[[ DATA UNDER STUDY open ]]

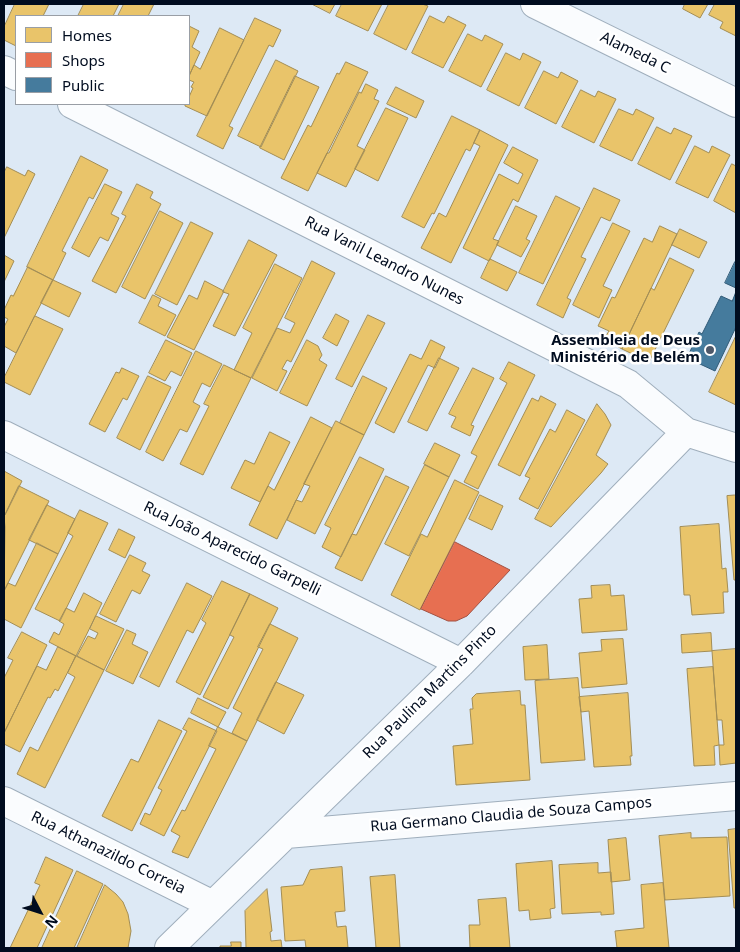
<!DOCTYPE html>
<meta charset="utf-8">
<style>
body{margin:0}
#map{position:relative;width:740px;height:952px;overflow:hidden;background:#dde9f5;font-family:"Noto Sans",sans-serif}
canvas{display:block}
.frame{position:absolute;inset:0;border:5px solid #000c1f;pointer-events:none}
.legend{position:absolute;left:15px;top:15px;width:175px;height:90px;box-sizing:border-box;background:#fff;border:1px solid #999ea5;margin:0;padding:6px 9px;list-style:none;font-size:15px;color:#000c1f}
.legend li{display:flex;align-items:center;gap:10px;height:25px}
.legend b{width:25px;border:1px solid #999ea5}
.north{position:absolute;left:15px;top:887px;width:50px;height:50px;-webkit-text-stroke:4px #fff;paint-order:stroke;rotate:130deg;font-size:14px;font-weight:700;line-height:20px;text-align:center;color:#000c1f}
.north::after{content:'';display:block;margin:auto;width:18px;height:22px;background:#000c1f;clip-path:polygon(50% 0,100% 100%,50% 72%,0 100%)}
</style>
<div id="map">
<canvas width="740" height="952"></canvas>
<div class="frame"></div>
<ul class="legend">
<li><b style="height:14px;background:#e9c46a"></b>Homes</li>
<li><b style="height:14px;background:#e76f51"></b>Shops</li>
<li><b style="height:14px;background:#457b9d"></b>Public</li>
</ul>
<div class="north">N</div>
</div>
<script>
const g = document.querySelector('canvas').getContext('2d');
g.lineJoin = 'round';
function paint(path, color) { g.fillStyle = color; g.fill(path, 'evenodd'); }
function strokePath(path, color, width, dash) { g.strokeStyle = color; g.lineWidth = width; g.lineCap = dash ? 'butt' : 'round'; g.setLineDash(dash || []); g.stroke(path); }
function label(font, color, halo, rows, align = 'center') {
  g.font = font + ' "Noto Sans",sans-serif'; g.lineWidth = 5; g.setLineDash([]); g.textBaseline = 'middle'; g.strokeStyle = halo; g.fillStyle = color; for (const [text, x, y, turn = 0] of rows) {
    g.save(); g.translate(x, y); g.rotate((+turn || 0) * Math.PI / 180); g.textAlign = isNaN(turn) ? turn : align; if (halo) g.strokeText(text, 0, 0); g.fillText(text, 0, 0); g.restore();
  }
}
const homes = new Path2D(`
 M15,4H49L43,16H16V46L4,40V27Z
 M84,4H119L113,16H78Z
 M124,4H154L148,16H118Z
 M312,4H335L330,13Z
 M342,4H382L368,31L336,16Z
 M389,4H422L428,6L406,50L374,34Z
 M685,4H708L700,18L683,9Z
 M715,4H736V36L720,28L723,22L709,15Z
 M430,16L444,23L448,16L466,25L443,68L412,53Z
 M255,18L281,30L273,47L269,45L229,126L233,128L223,149L197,136Z
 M189,26L199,31L192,47L200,52L189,76Z
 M220,28L244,40L207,116L185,106V104H189V97L193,88L191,87L194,82L189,80V76L194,65L200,69Z
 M468,34L482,41L485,35L503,44L481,87L449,71Z
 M506,53L520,60L523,53L541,62L519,106L487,90Z
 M276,60L298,71L261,147L238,136Z
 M346,62L368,72L308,191L281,178L308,125L311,127L337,73L339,74Z
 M544,71L558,78L561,72L578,81L556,124L525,108Z
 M295,76L319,87L284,160L260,148Z
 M366,84L378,90L374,99L379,101L357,146L365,150L346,187L317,173L327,153H329L359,92L361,93Z
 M396,87L424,101L416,118L387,104Z
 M581,90L595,97L598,91L616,99L594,143L562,127Z
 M386,108L408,118L378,181L355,169Z
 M619,109L633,115L636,109L654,118L632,161L600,146Z
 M452,116L480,130L470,151L466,149L434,214L432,213L424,228L402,217Z
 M657,127L671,134L674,128L692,136L670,180L638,164Z
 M480,130L508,145L451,263L421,248L439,213L446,217L480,146L474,143Z
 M695,146L709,153L712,146L730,155L708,198L676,183Z
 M513,147L538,160L518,202L513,199L493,239L499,241L489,261L463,248L499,174L518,184L523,174L504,163Z
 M81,156L108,170L93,199L89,197L62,251L66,253L53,280L27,267Z
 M732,164L736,166V213L714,201Z
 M7,167L25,176L28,170L35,174L4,238V173Z
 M105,184L122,192L111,214L119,218L108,241L100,237L89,257L72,248Z
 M137,184L153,192L150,198L161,204L116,293L92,281L126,216L122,214Z
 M594,188L620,200L610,221L601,217L581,257L586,259L567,298L571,300L563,318L537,305Z
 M556,196L580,208L543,284L519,273Z
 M516,206L537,216L526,239L530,241L521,257L497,245Z
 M160,211L183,223L145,299L122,287Z
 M191,222L213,233L177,305L155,294Z
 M613,223L630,231L603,286L612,290L599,318L573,305Z
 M660,226L677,234L622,349L604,339L609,331L598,326L612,297L615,298L644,238L652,242Z
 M680,229L707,242L699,258L672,245Z
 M249,240L277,255L235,336L213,326L229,294L223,292Z
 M4,255L14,261L4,282Z
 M670,258L694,270L649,362L622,349L651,288L654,290Z
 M490,259L517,272L507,291L481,278Z
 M312,261L335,273L291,362L287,360L282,369L287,371L277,391L252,378L277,328L290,333L295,323L285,318Z
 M275,264L302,278L251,378L234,370L252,333L243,328Z
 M28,267L53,280L16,353L4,346V327L8,319L4,317V310L11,295L13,296Z
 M53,280L81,293L69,317L41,303Z
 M205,281L224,291L194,350L167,337L189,295L197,299Z
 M153,295L161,299L158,306L176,315L165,336L139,323Z
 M336,314L349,321L337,346L323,338Z
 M368,315L385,323L352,387L336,379Z
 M35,316L63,329L30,395L4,382V378Z
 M736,336V405L709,392Z
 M166,340L192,353L181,376L171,371L165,381L149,373Z
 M307,340L318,346L322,355L319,360L327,365L307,406L280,393Z
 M431,340L445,347L435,368L428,365L394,433L375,423L410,354L421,359Z
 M196,351L222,364L210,387L202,383L193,402L200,406L187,432L180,429L163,461L146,452Z
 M439,358L459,368L427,431L408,422Z
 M509,362L535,375L478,489L464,482L477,456L471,453L507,383L500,379Z
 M224,365L251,378L203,475L180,464L209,406L204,404Z
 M122,368L139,376L127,400L123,398L105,432L89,424L116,372L119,373Z
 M473,368L494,378L471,425L474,426L470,436L451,427L456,417L449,414Z
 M148,376L171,387L140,450L117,438Z
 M363,376L387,388L364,435L340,423Z
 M541,396L556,404L520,476L498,465L532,398L538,401Z
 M597,404L605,414L611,425L596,455L608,464L601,473L551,527L535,519Z
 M567,410L585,420L538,509L519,499L530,478L525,476L550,429L555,432Z
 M311,417L332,428L277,539L249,525L268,486L274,490Z
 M336,421L364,435L315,534L287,520L296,500L302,502L310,486L304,484Z
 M270,432L290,442L260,502L231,488L245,460L254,464Z
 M435,443L460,455L449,477L424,464Z
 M360,457L384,469L341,557L322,547L331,528L325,525Z
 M425,465L449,477L409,556L385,544Z
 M4,471L22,481L5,515L4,514Z
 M386,476L409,487L362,581L335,568L352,534L356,535Z
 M455,480L479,492L420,610L391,595L421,534L427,537Z
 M19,486L49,501L4,591L5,527L4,517Z
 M480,495L503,506L492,530L469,519Z
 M735,495H736V580H734L727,496Z
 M47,505L75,519L58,554L29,540Z
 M80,510L108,523L60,621L35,609L73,536L68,533Z
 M719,524L722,569L726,568L728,592H723L724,613L692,615L690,595H684L680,527Z
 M119,529L135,537L125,558L109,550Z
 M37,543L58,554L21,628L4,619V591L8,583L15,586Z
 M130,555L146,563L142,571L150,575L140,594L132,590L116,622L100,614Z
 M222,581L250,594L200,695L176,682L206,623L202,620Z
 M187,583L212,596L193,633L187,630L159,687L140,677Z
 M610,585L611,596L624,595L627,630L582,633L579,599L592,598L591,586Z
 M84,593L102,603L76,656L49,642L54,632L59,635L64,624L59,621L66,608L74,612Z
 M250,594L278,608L228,709L203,697L234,637L230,635Z
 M96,616L124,629L104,670L77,656L88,636L95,639L98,633L90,629Z
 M270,624L298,638L247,741L232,733L242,713L233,708L263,649L258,647Z
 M127,630L136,634L132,644L148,652L133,684L106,671Z
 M22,632L47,645L4,733V678L13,660L8,658Z
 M711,633L712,651L682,653L681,635Z
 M623,639L627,684L582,688L579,653L602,651L601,640Z
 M547,645L549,679L525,680L523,647Z
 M58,647L76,656L58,691L55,689L50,698L48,697L20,752L4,744V733L37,666L46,670Z
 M736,649V763L720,765L719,745H724L722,720H717L712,651Z
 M76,656L104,670L45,788L17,774L30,747L38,751L75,677L68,673Z
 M713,667L719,745L714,746L715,765L694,766L687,669Z
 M578,678L585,760L541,763L535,681Z
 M276,682L304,695L284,734L257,720Z
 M520,691L521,705H525L530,780L456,785L453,746L473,744L470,709H473L472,698L476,694Z
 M628,693L632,756H630L631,765L594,767L589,711L581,712L579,697Z
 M198,698L226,712L218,727L191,713Z
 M189,718L217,731L164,836L140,824L145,813L150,815L162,790L158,788L187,731L183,729Z
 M159,720L182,731L132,831L102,816L131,759L138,762Z
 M218,727L247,741L188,858L172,852L180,836L171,831L182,810L185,811L216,749L209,746Z
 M736,829V908H734L728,830Z
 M691,833V838L727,837L730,896L665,900L659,836Z
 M626,838L630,880L611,882L608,840Z
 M46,857L73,870L37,948H10L40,885L35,883Z
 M552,861L555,908L550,909L551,918L530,920L529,910L519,911L516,864Z
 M598,863V873L611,872L614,914L601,915V912L562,914L559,865Z
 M342,867L345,911L335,912L337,927L346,926L348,948H306L305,940L285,941L281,887L303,885L310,870Z
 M77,871L103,884L74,948H42Z
 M395,875L400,948H376L370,877Z
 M663,883L669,948H617L615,931L644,928L641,885Z
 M105,885L116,894L123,902L128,914L131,931L128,948H77Z
 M267,889L272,931L270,932L271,941L281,940L282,948H246L245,911Z
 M506,898L510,948H470L469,925H480L478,900Z
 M231,942H241V948H220V946H231Z`);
paint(homes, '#e9c46a');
strokePath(homes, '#a38d54', 1);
const shops = new Path2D(`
 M455,542L510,570L467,616L456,621H448L421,609Z`);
paint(shops, '#e76f51');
strokePath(shops, '#a25142', 1);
const public = new Path2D(`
 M735,262L736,263V288L725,283Z
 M736,292V327L715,371L687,358L699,332L702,334L721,296L732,301Z`);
paint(public, '#457b9d');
strokePath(public, '#305a77', 1);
const minor = new Path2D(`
 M535,4L736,103
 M4,70L16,76
 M72,104L628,384L686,432L736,448
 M4,435L461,663
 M4,801L213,905
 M286,834L736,796
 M169,948L461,663L686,432`);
strokePath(minor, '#9faebc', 30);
strokePath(minor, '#fafcfe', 28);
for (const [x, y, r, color] of [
 [710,350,5,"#4d596a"]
]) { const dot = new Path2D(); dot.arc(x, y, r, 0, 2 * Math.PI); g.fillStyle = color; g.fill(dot); strokePath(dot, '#fff', 2); }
label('15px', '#000c1f', '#fff', [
 ["Alameda C",635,53,26],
 ["Rua Vanil Leandro Nunes",384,261,27],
 ["Rua João Aparecido Garpelli",232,549,26],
 ["Rua Paulina Martins Pinto",430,692,-45],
 ["Rua Germano Claudia de Souza Campos",511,815,-5],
 ["Rua Athanazildo Correia",108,853,26]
]);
label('bold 15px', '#000c1f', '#fff', [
 ["Assembleia de Deus",700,341],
 ["Ministério de Belém",700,358]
], 'right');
</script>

[[ DATA UNDER STUDY closed ]]

WHAT TO WORK ON: State how many lines in the entries above hold the word "lineWidth", with no further text.

REPLY: 2